While doing some homework for my upcoming SNW presentations I was trolling through some writings from Climate Savers Computing Initiative and came across a number of fun and interesting facts that I thought were worth sharing.

  • In a typical desktop computer nearly half the power coming out of the wall is wasted and never reaches the processor, memory, disks or other components. Guess this refers to the guy’s who are not yet using 80+ power supplies.

  • Even though most desktop computers are capable of automatically transitioning to a sleep hibernate state when inactive, about 90% of systems have this function turned off. Even those folks who profess violently that they are green advocates apparently take a delight in messing with their IT folks and disabling the hibernate function.

  • Unless you are still using a CRT, screen savers do not save energy, turn the screen off. Sorry Dilbert fans. If you are still using a CRT – WHY?

  • A computer left on for 7x24x365 (8760hrs) cost about $115 to $160 in electricity annually. Individually not much to be concerned about but multiply by 1000 or 10,000+. Do the math, it is big bucks all off the bottom line. Up to 75% of electric consumption could be saved by simply powering the computers on during the work week.

  • It takes less energy to boot up a computer than it does to run it for three minutes. If you are concerned about turning off your computer don’t be. They are spec’ed to 40,000 cycles and the drives tested to 50,000 power on/off cycles. Significantly more than the number of power cycles they will experience during normal use.

  • The generation of the electricity needed to power a computer 24hrs a day for a full year will spew approximately 1500lbs of CO2 into the atmosphere. Considering that a single tree can only absorb 3 to 15 lbs of CO2 annually it would take at least 500 trees to balance a single, always on, computer.
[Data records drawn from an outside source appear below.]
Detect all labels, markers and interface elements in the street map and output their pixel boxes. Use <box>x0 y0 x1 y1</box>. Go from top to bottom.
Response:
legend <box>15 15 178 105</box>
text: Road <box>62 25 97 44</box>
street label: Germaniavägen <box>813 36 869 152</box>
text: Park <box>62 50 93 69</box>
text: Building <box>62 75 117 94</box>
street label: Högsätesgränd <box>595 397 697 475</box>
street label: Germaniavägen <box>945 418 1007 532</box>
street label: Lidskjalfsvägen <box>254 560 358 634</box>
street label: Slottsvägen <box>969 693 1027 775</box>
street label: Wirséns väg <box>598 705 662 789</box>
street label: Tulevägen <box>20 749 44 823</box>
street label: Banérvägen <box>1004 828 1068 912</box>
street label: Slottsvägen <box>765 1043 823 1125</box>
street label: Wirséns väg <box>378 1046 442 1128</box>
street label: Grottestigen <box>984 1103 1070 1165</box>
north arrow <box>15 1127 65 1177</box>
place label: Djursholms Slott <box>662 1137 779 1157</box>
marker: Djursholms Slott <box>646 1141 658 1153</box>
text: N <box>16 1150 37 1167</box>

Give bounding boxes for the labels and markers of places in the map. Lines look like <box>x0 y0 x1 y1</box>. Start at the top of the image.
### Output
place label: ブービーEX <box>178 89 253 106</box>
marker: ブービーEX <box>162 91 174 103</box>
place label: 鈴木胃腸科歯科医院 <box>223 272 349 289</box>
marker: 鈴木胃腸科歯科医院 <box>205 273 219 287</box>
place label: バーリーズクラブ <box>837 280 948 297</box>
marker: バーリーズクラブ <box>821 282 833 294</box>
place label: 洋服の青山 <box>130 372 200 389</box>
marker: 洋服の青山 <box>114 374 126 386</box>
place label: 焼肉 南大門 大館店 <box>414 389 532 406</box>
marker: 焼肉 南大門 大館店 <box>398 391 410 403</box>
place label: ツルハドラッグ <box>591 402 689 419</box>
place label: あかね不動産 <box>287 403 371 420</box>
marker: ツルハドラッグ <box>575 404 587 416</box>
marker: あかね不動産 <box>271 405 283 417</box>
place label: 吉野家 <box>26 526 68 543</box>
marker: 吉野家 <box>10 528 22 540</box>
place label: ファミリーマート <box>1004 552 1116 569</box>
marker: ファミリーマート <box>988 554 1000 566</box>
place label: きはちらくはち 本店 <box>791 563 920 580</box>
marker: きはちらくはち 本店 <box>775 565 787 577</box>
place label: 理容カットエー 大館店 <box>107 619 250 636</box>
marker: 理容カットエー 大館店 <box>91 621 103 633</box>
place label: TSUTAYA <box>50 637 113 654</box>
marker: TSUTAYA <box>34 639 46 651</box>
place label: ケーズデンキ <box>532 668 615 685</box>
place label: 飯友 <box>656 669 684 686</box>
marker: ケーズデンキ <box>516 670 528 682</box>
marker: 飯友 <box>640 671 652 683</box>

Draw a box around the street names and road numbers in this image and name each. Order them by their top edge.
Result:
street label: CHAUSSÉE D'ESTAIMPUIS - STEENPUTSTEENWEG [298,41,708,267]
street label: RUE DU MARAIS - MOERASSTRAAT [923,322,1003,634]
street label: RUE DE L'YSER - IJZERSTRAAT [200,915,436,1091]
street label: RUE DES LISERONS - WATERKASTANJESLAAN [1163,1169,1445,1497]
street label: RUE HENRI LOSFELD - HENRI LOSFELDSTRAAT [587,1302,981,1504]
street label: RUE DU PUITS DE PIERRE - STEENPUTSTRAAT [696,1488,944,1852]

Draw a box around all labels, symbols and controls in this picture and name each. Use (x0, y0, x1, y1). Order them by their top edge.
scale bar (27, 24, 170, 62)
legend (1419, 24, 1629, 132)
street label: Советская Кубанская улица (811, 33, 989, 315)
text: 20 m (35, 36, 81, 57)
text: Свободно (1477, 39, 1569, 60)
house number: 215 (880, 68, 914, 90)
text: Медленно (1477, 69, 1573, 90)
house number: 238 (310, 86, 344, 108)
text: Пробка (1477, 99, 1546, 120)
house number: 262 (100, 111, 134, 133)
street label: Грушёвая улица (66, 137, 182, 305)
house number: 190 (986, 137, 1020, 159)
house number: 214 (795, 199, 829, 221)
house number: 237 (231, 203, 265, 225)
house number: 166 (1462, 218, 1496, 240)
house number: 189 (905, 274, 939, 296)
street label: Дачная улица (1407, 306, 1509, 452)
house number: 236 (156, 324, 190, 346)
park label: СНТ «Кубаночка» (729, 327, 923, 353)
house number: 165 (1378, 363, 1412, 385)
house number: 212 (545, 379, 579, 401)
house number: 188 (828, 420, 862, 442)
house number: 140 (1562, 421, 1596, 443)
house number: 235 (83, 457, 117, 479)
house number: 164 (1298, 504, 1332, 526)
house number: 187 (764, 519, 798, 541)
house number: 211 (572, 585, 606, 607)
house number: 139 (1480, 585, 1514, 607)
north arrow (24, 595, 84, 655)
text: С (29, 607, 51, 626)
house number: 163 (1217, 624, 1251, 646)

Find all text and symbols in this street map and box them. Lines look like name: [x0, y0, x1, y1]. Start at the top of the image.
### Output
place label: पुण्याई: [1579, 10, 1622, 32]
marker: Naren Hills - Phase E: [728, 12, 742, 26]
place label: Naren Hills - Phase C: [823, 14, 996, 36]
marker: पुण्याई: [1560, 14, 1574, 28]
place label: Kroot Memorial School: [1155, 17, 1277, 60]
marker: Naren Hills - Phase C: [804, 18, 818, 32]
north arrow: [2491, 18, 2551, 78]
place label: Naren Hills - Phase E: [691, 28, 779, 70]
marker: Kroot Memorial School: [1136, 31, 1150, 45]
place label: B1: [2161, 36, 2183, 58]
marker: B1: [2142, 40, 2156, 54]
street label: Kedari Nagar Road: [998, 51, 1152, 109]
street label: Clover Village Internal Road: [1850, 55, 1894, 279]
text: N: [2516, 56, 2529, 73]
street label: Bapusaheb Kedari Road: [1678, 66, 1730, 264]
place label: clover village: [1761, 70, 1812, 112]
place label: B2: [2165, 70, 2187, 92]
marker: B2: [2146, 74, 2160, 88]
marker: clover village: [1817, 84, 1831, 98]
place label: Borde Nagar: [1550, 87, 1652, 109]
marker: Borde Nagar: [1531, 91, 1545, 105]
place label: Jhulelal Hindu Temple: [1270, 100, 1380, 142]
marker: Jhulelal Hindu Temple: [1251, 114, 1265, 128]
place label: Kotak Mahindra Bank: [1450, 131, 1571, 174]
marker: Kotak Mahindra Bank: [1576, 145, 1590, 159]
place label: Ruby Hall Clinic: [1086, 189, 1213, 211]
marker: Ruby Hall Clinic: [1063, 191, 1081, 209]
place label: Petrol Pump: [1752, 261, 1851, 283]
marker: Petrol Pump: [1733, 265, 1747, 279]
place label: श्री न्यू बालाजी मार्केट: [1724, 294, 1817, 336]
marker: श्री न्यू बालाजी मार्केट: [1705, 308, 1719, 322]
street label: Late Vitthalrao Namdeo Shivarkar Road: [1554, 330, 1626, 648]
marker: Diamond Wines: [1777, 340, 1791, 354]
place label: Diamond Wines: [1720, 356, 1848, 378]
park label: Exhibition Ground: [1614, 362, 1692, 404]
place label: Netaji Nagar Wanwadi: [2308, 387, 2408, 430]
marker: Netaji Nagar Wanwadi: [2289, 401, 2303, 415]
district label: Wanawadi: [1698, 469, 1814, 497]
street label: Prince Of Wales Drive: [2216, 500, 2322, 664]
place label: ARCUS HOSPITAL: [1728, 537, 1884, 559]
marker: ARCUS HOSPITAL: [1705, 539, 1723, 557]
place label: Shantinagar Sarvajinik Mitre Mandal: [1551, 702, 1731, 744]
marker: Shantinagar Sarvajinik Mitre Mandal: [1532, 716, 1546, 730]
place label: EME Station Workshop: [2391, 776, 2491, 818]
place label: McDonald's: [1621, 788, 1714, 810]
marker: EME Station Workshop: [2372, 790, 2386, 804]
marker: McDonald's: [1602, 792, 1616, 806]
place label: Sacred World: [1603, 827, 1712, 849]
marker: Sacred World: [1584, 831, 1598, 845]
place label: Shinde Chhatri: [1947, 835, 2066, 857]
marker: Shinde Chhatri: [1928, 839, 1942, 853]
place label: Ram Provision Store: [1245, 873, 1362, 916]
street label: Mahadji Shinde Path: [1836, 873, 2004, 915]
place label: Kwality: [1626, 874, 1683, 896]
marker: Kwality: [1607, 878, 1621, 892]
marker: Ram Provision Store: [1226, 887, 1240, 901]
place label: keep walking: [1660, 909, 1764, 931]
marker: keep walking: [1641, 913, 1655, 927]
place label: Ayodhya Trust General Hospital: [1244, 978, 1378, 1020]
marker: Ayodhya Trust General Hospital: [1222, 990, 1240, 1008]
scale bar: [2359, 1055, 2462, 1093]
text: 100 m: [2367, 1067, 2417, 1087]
    Being sympathetic to energy conservation does not have to be complex or costly as the simple, common sense actions of switching off your computer when leaving the workspace for an extended time or giving up on trendy screen savers illustrates. Could you lose some productivity time? Perhaps, but certainly not as much as the time wasted at the coffee pot or the proverbial water cooler.

    From small contribution great results can develop.